* **THE TASK**
In the data below, how many lines include the word "rows"? Give only the number.

* **Stored items**
--- START ---
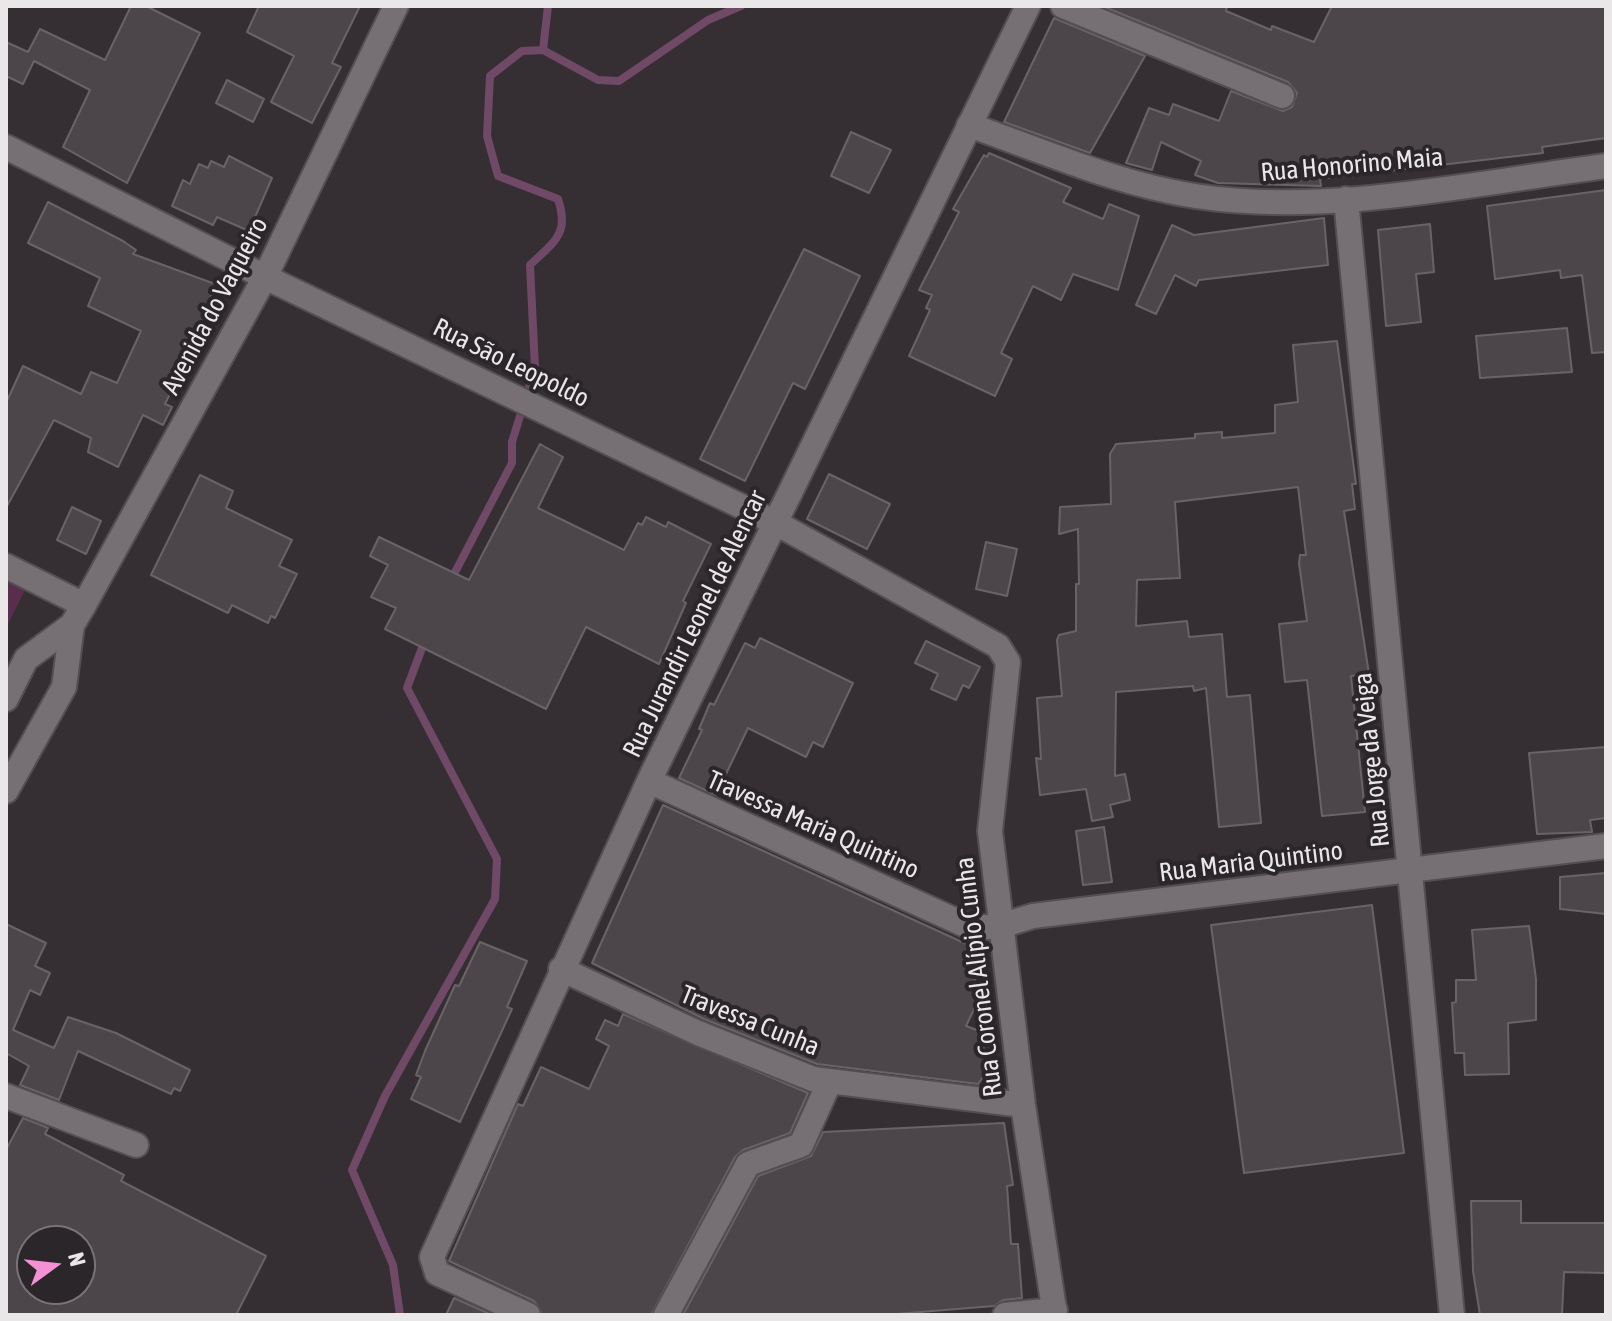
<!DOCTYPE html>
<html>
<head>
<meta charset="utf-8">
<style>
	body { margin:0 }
	#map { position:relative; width:1612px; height:1321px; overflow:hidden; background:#352f33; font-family:"Asap Condensed",sans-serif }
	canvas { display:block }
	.frame { position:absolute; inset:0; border:8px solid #eae7e9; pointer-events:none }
	.north { position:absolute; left:16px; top:1225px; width:80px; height:80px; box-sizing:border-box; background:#2b2629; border:2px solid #777376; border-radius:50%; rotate:75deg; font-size:22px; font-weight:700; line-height:32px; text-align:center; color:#eae7e9 }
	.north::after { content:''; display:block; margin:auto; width:28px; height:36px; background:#f491d4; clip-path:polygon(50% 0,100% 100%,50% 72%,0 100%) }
</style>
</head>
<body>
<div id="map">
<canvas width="1612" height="1321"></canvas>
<div class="frame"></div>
<div class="north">N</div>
</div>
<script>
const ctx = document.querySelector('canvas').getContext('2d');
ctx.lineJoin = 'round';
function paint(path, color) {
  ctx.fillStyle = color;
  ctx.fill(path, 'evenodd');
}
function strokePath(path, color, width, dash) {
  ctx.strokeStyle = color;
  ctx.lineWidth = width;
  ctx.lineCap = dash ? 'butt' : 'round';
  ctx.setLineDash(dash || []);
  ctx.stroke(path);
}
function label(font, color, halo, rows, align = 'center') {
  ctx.font = font + ' "Asap Condensed",sans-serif';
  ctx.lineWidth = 8;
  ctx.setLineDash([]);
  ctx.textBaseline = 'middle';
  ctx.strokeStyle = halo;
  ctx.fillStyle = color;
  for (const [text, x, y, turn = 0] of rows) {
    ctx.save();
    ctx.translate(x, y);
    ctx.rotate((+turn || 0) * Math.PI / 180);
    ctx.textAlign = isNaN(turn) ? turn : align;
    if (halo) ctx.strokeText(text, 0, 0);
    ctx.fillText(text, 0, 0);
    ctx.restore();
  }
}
const green = new Path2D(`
	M6,579L26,588L6,628Z`);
const stream = new Path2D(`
	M543,50L548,6
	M451,580L512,463V442L535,368L530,265C554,242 570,234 558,199L498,176L487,136L490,76L522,51L543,50L598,80L619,81L708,20L741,6
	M400,1315L393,1265L352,1170L385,1096L495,899L497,859L407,688L425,640`);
const building = new Path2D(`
	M131,6H146L200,33L127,183L63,147L90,90L34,61L23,84L6,76V42L28,52L40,29L105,60Z
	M259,6H360L332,63L341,67L312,123L271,102L294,56L247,32Z
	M1102,6H1227L1226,11L1271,30L1272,26L1314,42L1332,6H1606V138L1542,147L1543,153L1320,179L1321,186L1218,183L1195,175L1201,161L1161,142L1152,170L1126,163L1149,108L1169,115L1173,104L1219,121L1231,91L1283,111L1292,107L1297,93L1288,82Z
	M1054,18L1145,56L1090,153L1004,122Z
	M227,80L264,99L253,122L216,103Z
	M851,132L891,150L869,193L831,176Z
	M989,153L1071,188L1063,202L1103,219L1109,204L1139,216L1118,290L1073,274L1061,300L1033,286L1001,353L1012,359L995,396L909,356L930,310L926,308L932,295L919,290L959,212L953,209L984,155L987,157Z
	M229,156L272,178L249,231L217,217L213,225L172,206L183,180L190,184L199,164L208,168L211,161L224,167Z
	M1606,190V352L1592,353L1582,275L1561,278L1560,270L1495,279L1487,206Z
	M48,202L123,241L136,250L133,254L215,284L186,369L183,367L165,404L172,407L163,425L143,415L118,467L88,452L91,438L54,420L6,508V403L23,366L81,394L91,372L117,383L141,331L88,306L100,278L28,243Z
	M1324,218L1328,265L1199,280L1196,286L1175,275L1156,314L1136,305L1172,225L1194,235Z
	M1430,224L1434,272L1416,274L1421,322L1386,326L1378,230Z
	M804,249L860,276L805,389L793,383L745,481L700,459Z
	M1567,328L1572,372L1480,378L1476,336Z
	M1337,341L1356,484H1352L1355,509L1344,511L1369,674L1351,676L1365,812L1322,816L1307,680L1285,682L1279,624L1307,621L1299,563L1300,555H1306L1298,487L1175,502L1180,578L1137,580L1136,626L1187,621L1189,637L1222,634L1227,697L1250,695L1261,823L1219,827L1206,688L1194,691L1193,686L1116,692L1115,776L1125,774L1130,800L1110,805L1113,817L1092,821L1086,789L1040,795L1036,758L1041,759L1037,698L1062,696L1057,640L1059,635L1076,631V584H1079L1078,529L1059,534L1060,507L1111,504L1110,454L1116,444L1195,438V434L1222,432V438L1275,433V405L1298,402L1293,345Z
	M540,444L563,457L538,508L624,550L638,523L642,525L646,517L666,527L668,522L711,544L683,601L686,603L659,664L586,627L546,709L385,629L396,608L371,597L388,565L370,556L379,537L469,580Z
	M829,474L890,504L867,549L807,519Z
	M200,475L233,491L226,508L292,540L279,566L297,574L275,618L271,616L268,623L232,605L228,613L151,575Z
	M72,507L101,521L86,554L57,540Z
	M986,542L1017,549L1007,596L976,589Z
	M760,638L853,683L823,747L813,742L806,757L748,728L716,795L679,778L702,730L699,729L710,703L714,705L745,643L755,648Z
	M926,641L980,667L969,688L963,685L956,700L931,689L938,674L915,663Z
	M1606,747V818L1590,820L1592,832L1537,834L1529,753Z
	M663,805L973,947L977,1003L966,1026L982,1032L986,1073L978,1084L817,1064L704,1019L592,963Z
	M1104,827L1112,882L1083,885L1076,831Z
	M1606,873V914L1560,909V877Z
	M1372,905L1404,1153L1244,1173L1211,925Z
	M6,924L46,943L35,966L50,973L40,995L30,990L13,1030L54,1048L68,1017L116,1033L190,1070L180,1091L174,1088L171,1094L78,1051L59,1100L20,1085L29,1066L6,1053Z
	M1529,926L1536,979V1020L1508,1023L1509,1074L1465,1075L1464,1053H1455L1452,1003L1456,1002V980H1476L1472,930Z
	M480,942L527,961L507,1007L512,1009L460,1122L411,1099L421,1077L416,1075L425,1051L455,985L459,986Z
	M623,1014L808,1093L790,1133L743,1150L735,1157L651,1315H543L534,1301L449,1261L518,1104L523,1106L541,1067L589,1089L609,1046L596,1039L605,1020L618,1026Z
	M23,1118L48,1128L45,1134L124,1175L121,1181L266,1256L236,1315H6V1150ZM32,1241H80V1289H32Z
	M1004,1123L1013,1185L1007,1186L1011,1244H1018L1022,1298L1003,1300L994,1306L896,1314L683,1315L758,1176L811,1156L823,1132Z
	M1471,1201H1521V1223H1606V1273L1564,1272L1562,1315H1480L1473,1271Z
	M454,1298L492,1315H446Z`);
const minor = new Path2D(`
	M1063,6L1282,96
	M969,125C1043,151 1117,184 1195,196C1328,216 1474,183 1606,166
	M6,147L265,277L776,523L998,646L1008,662L990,831L1023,1105L1055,1315
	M1346,199L1452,1315
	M6,566L84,605
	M6,699L26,659L72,625L84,605L265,277L396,6
	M649,781L972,928L1000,926L1033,916L1606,846
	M6,791L64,687L72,625
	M561,969L698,1033L813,1079L1023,1105
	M6,1096L136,1145
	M528,1315L437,1273L432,1257L649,781L1028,6
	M666,1315L748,1164L801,1145L830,1081
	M1005,1315L1055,1310`);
const streetNames = [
	["Rua Honorino Maia",1352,165,-5],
	["Avenida do Vaqueiro",215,306,-62],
	["Rua São Leopoldo",511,363,26],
	["Rua Jurandir Leonel de Alencar",695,624,-64],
	["Rua Jorge da Veiga",1372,760,-96],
	["Travessa Maria Quintino",813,825,24],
	["Rua Maria Quintino",1251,862,-7],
	["Rua Coronel Alípio Cunha",979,977,-97],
	["Travessa Cunha",750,1021,22]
];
paint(green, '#582e4b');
strokePath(stream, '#704967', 8);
paint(building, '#4c464a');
strokePath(building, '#696367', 2);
strokePath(minor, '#524e51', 28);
strokePath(minor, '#767074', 24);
label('26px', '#eae7e9', '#2b2629', streetNames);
</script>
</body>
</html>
--- END ---
* **OUTPUT OF THE TASK**
2